Pour célébrer leur «déménagement» à l’Alhambra et au Temple de la Madeleine, les Athénéennes ont l’honneur de se placer sous l’égide bienveillante – ou plutôt sous le violon – de Sainte Cécile, la patronne des musiciens.
Mais une Sainte Cécile moderne qui, tout en se pomponnant, médite sur le paysage musical de ce début de XXIè siècle. Elle y découvre une immense diversité, et s’étonne des catégories qui tentent d’en rendre compte.
Car les hommes ont besoin de catégories pour s’orienter dans leur rapport aux objets. Dans le meilleur des cas, une catégorie étaye le sens: lui donne des repères stables, une référence éprouvée, dont il a besoin pour assurer son renouvellement, son dynamisme.
Dans le pire, la catégorie impose au sens une délimitation restrictive, floue, voire contradictoire. Elle peut devenir alors un agent de réduction, et pervertir l’appréhension de l’objet, quand son rôle devrait se borner à tenter modestement de le cercler.
Par nature, l’objet musical est rebelle à pareil étiquetage. Ne dit-on pas d’une œuvre marquante qu’elle est «intemporelle» et «actuelle», quelle que soit l’époque de sa création?

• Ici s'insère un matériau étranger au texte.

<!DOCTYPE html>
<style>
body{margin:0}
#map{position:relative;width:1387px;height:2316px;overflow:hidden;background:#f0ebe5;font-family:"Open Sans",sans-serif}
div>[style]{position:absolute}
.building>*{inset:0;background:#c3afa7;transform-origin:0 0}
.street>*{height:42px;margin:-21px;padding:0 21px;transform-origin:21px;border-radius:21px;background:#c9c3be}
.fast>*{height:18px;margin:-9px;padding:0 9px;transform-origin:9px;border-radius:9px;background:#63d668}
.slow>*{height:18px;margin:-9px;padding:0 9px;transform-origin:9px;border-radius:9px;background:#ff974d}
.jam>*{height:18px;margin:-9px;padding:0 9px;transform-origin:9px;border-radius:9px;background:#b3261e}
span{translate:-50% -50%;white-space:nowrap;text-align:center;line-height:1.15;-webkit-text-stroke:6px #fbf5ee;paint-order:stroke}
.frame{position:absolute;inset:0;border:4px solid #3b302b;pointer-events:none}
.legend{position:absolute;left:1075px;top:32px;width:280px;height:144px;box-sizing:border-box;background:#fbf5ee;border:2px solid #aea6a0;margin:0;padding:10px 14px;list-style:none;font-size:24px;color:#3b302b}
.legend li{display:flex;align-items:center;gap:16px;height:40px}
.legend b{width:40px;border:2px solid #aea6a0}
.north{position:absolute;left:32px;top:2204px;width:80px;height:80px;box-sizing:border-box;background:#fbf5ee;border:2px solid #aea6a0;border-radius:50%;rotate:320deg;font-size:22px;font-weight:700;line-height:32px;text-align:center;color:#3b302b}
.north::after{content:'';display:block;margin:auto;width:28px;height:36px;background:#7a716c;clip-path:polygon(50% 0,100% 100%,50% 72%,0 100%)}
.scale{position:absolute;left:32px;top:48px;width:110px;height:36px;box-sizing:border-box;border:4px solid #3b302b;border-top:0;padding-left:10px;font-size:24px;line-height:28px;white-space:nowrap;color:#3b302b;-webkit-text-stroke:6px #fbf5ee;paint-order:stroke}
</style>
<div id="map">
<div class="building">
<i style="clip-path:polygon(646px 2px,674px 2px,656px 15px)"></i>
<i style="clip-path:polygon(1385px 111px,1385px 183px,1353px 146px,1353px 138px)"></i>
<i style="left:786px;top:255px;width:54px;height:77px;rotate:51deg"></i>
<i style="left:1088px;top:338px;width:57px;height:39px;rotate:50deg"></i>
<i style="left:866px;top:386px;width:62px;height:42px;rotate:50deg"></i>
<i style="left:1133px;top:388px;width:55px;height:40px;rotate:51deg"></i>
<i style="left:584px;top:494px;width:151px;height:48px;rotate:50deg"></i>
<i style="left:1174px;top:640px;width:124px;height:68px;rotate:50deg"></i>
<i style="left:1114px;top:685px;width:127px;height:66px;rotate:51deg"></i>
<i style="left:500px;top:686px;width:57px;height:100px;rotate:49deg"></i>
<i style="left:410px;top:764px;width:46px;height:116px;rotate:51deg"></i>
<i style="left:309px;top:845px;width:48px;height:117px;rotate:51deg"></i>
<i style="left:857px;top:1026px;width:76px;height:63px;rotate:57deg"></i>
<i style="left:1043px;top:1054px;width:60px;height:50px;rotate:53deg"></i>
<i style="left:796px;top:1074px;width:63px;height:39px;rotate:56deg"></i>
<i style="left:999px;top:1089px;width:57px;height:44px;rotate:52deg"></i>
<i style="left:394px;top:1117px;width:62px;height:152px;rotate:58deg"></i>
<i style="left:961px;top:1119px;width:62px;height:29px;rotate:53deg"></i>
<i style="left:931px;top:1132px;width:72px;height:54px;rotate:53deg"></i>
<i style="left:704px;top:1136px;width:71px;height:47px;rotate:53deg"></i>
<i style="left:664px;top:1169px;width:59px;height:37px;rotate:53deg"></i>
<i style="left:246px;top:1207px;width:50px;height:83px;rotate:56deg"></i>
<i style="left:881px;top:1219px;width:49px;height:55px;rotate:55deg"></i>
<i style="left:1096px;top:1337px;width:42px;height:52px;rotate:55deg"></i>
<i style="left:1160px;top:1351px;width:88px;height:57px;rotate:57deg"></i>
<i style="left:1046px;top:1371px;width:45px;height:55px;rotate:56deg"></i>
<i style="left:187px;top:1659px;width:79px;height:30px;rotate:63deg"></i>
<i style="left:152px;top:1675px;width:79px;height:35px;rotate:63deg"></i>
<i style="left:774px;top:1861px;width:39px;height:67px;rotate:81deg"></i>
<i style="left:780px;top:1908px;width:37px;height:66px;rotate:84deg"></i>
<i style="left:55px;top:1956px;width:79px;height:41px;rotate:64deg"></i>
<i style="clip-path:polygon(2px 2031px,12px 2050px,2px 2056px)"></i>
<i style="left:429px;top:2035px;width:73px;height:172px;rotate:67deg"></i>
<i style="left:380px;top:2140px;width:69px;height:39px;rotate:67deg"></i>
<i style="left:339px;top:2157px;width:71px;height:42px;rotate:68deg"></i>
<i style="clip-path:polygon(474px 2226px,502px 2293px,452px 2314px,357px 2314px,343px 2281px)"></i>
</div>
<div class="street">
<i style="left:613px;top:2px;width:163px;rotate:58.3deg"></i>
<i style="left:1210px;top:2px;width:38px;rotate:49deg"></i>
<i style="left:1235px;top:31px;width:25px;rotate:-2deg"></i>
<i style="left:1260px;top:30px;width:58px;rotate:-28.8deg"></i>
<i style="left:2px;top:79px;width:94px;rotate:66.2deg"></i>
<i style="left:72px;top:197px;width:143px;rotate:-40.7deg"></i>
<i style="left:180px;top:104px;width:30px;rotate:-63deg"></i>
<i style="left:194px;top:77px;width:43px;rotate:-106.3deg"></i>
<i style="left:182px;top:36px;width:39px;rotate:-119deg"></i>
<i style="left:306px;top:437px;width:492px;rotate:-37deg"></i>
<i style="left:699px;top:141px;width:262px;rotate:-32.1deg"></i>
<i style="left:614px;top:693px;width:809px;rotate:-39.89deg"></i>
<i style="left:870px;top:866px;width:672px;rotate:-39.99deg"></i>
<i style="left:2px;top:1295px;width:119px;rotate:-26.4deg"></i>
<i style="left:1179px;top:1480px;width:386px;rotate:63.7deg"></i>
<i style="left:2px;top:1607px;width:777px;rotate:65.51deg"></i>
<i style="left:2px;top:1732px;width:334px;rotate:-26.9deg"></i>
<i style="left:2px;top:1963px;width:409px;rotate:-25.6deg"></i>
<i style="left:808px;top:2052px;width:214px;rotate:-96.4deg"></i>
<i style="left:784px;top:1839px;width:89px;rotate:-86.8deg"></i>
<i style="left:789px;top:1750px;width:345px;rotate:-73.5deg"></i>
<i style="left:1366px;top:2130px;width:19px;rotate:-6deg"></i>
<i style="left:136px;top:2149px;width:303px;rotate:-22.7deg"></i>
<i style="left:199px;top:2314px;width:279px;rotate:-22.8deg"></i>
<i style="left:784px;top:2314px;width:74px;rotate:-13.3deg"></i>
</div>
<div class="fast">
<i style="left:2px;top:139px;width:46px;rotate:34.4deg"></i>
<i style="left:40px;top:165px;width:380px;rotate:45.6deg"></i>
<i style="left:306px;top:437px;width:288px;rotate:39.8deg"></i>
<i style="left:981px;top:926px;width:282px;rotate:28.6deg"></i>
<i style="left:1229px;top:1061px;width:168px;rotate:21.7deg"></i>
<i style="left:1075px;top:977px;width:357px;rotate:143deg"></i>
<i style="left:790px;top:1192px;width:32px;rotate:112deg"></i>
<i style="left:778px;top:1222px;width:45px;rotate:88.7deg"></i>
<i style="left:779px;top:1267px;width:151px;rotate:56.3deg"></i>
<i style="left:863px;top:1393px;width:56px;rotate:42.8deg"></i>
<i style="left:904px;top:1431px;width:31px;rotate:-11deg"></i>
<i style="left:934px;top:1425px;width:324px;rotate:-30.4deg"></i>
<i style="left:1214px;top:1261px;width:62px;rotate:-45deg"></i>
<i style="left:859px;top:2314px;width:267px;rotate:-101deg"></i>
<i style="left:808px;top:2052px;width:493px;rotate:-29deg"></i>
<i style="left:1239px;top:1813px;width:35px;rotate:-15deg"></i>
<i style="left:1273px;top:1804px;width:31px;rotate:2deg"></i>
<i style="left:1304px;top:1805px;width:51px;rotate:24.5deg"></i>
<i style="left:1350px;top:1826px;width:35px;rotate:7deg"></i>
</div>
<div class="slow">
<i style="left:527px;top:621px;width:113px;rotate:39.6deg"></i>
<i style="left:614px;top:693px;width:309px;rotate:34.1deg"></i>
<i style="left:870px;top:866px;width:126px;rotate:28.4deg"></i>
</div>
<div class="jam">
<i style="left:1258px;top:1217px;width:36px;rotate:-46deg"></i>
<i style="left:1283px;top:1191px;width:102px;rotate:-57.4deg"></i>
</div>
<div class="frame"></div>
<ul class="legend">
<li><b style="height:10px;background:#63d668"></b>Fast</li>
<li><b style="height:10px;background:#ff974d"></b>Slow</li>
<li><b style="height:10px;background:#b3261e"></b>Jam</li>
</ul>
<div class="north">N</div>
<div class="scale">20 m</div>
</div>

Nul paradoxe dans l’association de ces deux termes: la musique, l’art du son et du temps, est tout à la fois vibration vivante et miroir historique offert au sens.
Quoi qu’il en soit, Sainte Cécile constate que les grandes catégories que le XXè siècle s’est données pour tenter de «classer» ses objets musicaux posent problème; si leur rôle sociologique saute aux yeux, leur pertinence artistique est beaucoup moins évidente.
Que veut dire l’appellation «Musique classique»? Le classicisme dans la tradition musicale occidentale désigne la période de la fin du XVIIIè siècle. Mais l’acception courante de «musique classique» ne correspond à rien de précis sur le plan de l’histoire et de l’esthétique.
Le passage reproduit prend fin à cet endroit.